季闻意内心痛心疾首,好迟钝的师尊,好单纯的小草。
慕迟眼底的警惕终于褪去,换上一副温和神色:“过谦了,我也只是替师尊分忧,以后有什么不明白的,直接来问我便是。”
季闻意露出感激一笑:“那就多谢大师兄了。”
【好险好险,还好机智如我。
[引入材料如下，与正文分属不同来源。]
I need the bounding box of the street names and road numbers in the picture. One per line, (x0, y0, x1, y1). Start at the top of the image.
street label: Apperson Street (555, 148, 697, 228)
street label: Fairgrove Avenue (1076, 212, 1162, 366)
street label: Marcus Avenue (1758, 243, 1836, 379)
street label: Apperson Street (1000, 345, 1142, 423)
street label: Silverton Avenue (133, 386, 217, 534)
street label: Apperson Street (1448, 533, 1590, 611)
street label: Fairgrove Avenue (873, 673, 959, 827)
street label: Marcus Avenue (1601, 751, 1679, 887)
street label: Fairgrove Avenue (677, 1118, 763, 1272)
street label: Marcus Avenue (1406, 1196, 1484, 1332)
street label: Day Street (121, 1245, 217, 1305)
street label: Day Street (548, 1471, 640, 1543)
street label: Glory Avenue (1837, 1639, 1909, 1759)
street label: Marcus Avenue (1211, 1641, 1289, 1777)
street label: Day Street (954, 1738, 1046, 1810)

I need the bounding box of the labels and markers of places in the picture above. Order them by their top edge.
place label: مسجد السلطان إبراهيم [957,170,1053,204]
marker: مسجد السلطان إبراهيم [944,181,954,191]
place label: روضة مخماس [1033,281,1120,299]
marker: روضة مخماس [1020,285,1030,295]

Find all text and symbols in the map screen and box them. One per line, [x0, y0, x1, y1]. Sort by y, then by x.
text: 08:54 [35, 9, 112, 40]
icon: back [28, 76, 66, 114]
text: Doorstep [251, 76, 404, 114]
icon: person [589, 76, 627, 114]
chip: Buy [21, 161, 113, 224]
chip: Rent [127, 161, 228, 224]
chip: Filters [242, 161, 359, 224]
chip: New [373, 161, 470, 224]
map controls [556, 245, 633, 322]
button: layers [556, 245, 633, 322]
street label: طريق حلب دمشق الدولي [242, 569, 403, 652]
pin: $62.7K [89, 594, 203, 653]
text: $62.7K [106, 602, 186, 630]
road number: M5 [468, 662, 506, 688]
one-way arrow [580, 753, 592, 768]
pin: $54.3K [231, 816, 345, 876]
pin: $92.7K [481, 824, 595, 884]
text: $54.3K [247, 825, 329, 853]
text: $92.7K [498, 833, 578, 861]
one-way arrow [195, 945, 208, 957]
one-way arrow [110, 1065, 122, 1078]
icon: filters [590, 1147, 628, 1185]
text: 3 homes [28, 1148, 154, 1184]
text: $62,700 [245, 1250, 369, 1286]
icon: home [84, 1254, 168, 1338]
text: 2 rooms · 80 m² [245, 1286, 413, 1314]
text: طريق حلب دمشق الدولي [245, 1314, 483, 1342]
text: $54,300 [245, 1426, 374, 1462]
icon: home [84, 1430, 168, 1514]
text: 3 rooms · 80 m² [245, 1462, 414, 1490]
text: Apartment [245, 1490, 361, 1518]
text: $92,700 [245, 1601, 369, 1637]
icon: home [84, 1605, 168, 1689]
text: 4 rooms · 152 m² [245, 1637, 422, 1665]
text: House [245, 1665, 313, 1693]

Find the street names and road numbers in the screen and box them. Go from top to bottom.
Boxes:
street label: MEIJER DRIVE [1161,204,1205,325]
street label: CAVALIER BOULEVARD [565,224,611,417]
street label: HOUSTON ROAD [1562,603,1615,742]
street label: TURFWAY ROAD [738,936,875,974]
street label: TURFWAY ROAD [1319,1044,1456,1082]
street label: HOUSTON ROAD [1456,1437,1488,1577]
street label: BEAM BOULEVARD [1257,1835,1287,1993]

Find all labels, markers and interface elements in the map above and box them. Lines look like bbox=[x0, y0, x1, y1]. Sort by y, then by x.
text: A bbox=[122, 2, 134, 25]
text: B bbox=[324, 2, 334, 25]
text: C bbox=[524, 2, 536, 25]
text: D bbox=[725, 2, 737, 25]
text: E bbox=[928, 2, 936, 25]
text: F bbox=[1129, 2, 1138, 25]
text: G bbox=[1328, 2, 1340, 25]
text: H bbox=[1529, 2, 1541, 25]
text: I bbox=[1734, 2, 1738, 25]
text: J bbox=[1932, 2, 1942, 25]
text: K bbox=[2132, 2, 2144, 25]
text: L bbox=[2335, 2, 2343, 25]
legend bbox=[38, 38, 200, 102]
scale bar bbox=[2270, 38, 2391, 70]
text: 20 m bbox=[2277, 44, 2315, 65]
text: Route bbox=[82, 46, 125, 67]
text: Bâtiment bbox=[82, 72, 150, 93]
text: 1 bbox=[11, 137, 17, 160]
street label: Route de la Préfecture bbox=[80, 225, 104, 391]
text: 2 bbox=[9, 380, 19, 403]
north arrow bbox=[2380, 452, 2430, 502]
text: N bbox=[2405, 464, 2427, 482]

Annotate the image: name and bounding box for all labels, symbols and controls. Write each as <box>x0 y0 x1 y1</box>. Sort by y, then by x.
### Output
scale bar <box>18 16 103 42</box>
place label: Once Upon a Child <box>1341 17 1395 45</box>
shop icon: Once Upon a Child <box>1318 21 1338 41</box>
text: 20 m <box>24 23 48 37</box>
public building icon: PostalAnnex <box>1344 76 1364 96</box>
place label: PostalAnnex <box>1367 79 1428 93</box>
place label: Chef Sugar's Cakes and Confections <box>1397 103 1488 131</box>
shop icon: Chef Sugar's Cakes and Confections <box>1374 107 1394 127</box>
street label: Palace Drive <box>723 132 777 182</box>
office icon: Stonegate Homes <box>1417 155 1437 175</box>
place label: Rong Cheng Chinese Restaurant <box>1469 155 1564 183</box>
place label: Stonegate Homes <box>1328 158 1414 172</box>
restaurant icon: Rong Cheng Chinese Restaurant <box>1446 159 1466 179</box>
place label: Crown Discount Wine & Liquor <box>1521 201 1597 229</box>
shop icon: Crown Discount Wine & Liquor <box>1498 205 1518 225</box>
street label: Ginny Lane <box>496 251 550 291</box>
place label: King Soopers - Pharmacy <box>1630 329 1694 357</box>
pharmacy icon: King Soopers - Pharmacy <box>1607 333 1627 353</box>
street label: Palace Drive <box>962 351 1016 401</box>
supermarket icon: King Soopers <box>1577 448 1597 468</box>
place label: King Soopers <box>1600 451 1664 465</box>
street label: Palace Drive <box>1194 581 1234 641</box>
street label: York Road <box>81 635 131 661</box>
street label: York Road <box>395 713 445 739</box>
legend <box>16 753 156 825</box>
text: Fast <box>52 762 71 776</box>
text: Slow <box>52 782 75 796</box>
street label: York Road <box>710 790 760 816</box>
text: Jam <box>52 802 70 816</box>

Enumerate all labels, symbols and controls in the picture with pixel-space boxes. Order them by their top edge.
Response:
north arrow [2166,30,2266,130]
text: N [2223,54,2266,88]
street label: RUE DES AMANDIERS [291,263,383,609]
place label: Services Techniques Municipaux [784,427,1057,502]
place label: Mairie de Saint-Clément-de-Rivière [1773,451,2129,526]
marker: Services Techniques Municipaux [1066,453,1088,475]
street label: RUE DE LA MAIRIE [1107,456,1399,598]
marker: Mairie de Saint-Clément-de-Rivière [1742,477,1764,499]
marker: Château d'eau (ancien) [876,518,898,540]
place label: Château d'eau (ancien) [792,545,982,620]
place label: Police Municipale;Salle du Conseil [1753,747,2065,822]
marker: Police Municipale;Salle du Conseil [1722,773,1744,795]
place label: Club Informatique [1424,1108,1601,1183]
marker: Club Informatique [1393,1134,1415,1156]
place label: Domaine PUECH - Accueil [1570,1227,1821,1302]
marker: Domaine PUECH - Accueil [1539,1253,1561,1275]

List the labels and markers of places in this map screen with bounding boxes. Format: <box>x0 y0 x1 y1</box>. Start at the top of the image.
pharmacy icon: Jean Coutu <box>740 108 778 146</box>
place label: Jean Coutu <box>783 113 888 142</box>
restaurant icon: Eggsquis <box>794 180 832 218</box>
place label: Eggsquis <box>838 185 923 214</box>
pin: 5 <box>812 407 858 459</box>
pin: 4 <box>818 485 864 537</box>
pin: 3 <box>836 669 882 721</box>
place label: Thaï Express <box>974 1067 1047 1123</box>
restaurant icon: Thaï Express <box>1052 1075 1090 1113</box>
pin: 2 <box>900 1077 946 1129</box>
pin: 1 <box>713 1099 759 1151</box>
】
沈淮夜听见季闻意整个心路历程,眉梢一抬。
这张脸极具欺骗性,,很容易便将人骗了过去,哄人的话语更是张口就来,偏偏配上这张纯良的脸真诚得不像话。
他倒是能理解为什么送他来做奸细了。
彻头彻尾的谄媚小骗子。
慕迟不经意又问:“我观你毫无灵力,兰室一应俗事可不轻松,能吃得消吗?”
季闻意眼睛一亮。
【好机会!】
【趁慕迟提出来,我正好推说吃不消走人。】
季闻意正要开口,却听沈淮夜那道可恶的声音响起:“有什么好吃不消的,难道为师很难伺候,为师看他伺候的尚可。”
季闻意呆住了。
【师尊……好阴险!】
听见季闻意气急败坏的心音,沈淮夜唇角轻勾。
想跑,可惜师尊不答应。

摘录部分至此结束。